Im trying to use Beam to aggregate over a set of data using event time from the data and Kafka as data source. This works if all my kafka partitions are populated with data. However as soon as a partition has not yet been written to, the watermark cant be estimated and advanced.My TimeStampPolicy is the following:
public class CustomTimeStampPolicy
extends TimestampPolicy<String, titan.ccp.model.records.ActivePowerRecord> {
protected Instant currentWatermark;
public CustomTimeStampPolicy(final Optional<Instant> previousWatermark) {
this.currentWatermark = previousWatermark.orElse(BoundedWindow.TIMESTAMP_MIN_VALUE);
}
@Override
public Instant getTimestampForRecord(final PartitionContext ctx,
final KafkaRecord<String, titan.ccp.model.records.ActivePowerRecord> record) {
this.currentWatermark = new Instant(record.getKV().getValue().getTimestamp());
return this.currentWatermark;
}
@Override
public Instant getWatermark(final PartitionContext ctx) {
System.out.println("Current Watermark: " + this.currentWatermark);
return this.currentWatermark;
}
}
With 3 Kafka partitions with only one populated with data my logs show me these watermarks:
Current Watermark: -290308-12-21T19:59:05.225Z
Current Watermark: 2020-12-09T10:42:29.909Z
Current Watermark: -290308-12-21T19:59:05.225Z
With default triggering my windows wont fire.
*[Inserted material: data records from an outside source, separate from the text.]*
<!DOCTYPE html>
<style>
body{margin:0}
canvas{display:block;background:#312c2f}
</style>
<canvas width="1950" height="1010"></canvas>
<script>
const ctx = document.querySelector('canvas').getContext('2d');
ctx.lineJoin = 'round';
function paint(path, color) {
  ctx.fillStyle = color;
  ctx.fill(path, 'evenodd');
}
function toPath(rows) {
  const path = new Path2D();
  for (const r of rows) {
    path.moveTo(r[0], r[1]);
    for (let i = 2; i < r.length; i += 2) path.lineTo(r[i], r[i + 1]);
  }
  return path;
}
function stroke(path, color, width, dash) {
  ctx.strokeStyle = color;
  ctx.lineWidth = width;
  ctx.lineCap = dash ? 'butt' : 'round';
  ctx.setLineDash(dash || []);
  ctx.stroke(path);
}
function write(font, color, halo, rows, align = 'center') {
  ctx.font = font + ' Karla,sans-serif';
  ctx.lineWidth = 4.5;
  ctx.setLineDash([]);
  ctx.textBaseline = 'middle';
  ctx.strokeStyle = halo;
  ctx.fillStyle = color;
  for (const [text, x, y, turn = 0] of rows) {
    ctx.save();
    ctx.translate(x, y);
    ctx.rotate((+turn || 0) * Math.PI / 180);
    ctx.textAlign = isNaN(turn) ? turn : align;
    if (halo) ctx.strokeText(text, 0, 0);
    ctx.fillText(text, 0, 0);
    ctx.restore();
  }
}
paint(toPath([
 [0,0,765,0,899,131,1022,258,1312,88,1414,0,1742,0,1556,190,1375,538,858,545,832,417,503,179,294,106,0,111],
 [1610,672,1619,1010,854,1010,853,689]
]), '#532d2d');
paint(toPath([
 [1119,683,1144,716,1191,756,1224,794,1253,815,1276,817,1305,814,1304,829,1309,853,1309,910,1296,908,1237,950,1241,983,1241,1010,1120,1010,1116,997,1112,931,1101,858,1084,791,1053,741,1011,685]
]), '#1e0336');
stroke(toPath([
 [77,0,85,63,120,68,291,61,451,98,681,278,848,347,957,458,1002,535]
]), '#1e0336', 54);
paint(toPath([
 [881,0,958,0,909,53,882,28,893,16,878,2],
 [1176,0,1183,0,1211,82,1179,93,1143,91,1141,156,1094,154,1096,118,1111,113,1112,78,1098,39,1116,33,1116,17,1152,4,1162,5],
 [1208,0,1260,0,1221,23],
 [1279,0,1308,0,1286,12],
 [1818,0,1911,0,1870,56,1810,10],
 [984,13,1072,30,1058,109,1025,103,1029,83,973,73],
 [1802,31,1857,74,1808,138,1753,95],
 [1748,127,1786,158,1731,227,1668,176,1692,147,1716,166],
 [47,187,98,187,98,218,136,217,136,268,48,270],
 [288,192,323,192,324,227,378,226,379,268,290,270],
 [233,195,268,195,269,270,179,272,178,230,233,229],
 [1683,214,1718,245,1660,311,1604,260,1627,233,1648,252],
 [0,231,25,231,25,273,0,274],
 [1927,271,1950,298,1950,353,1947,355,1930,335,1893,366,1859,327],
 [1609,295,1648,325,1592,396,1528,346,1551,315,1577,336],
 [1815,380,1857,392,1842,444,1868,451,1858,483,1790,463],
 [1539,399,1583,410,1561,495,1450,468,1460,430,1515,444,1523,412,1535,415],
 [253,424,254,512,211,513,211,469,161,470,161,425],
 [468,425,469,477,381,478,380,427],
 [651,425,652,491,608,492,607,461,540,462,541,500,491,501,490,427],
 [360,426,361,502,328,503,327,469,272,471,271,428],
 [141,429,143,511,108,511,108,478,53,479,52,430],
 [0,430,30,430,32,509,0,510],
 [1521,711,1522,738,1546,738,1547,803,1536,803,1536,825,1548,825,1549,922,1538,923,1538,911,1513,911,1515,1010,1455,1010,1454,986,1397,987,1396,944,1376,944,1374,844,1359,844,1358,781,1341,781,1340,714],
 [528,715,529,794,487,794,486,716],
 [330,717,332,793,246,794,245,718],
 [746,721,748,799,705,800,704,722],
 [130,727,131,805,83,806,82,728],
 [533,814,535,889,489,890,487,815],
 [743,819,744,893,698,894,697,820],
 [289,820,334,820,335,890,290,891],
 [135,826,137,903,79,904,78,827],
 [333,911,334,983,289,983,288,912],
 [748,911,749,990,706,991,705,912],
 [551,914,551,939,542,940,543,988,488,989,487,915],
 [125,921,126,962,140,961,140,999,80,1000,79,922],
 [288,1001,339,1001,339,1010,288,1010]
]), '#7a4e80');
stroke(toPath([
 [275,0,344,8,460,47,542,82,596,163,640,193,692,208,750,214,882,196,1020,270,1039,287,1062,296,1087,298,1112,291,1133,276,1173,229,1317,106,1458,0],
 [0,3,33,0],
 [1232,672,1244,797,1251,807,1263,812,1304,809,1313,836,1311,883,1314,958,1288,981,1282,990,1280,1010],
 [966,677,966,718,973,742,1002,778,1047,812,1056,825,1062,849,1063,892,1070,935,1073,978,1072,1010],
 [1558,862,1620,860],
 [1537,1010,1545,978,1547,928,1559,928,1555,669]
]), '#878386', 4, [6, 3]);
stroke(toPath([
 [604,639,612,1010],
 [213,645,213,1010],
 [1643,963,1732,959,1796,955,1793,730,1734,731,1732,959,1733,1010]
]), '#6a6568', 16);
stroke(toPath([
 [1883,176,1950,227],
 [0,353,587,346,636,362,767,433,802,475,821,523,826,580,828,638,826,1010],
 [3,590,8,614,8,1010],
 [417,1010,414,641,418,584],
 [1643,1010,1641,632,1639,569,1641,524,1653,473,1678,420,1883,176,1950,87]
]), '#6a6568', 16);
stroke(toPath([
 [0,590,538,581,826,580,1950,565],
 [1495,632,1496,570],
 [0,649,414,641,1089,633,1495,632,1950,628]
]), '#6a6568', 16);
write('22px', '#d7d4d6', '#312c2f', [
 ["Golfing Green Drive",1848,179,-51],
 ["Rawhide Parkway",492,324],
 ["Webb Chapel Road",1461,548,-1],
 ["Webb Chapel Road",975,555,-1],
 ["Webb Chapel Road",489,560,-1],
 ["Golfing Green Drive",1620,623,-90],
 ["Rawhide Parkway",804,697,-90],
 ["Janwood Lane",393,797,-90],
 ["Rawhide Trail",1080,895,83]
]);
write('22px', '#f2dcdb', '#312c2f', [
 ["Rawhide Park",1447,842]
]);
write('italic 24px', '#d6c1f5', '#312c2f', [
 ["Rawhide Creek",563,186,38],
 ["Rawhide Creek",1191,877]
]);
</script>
My guess is that the output watermark is the minimum over the watermarks of the partitions. And therefore wont advance as long as some of my partitions are empty. How can i handle empty partitions with event time processing?
If there is no data written to a Kafka partition, Beam has no way of knowing that once an element is written it won't have a timestamp arbitrarily in the past, hence the very old watermark.
You could try updating your timestamp policy constructor to be
previousWatermark.orElse(wallTime - someMaximumSkew)
where
someMaximumSkew
is the largest delay you could expect to see for data written to kafka. You could also consider taking a min of the previous value (if any) andwallTime - someMaximumSkew
to advance when no data has been written for a while.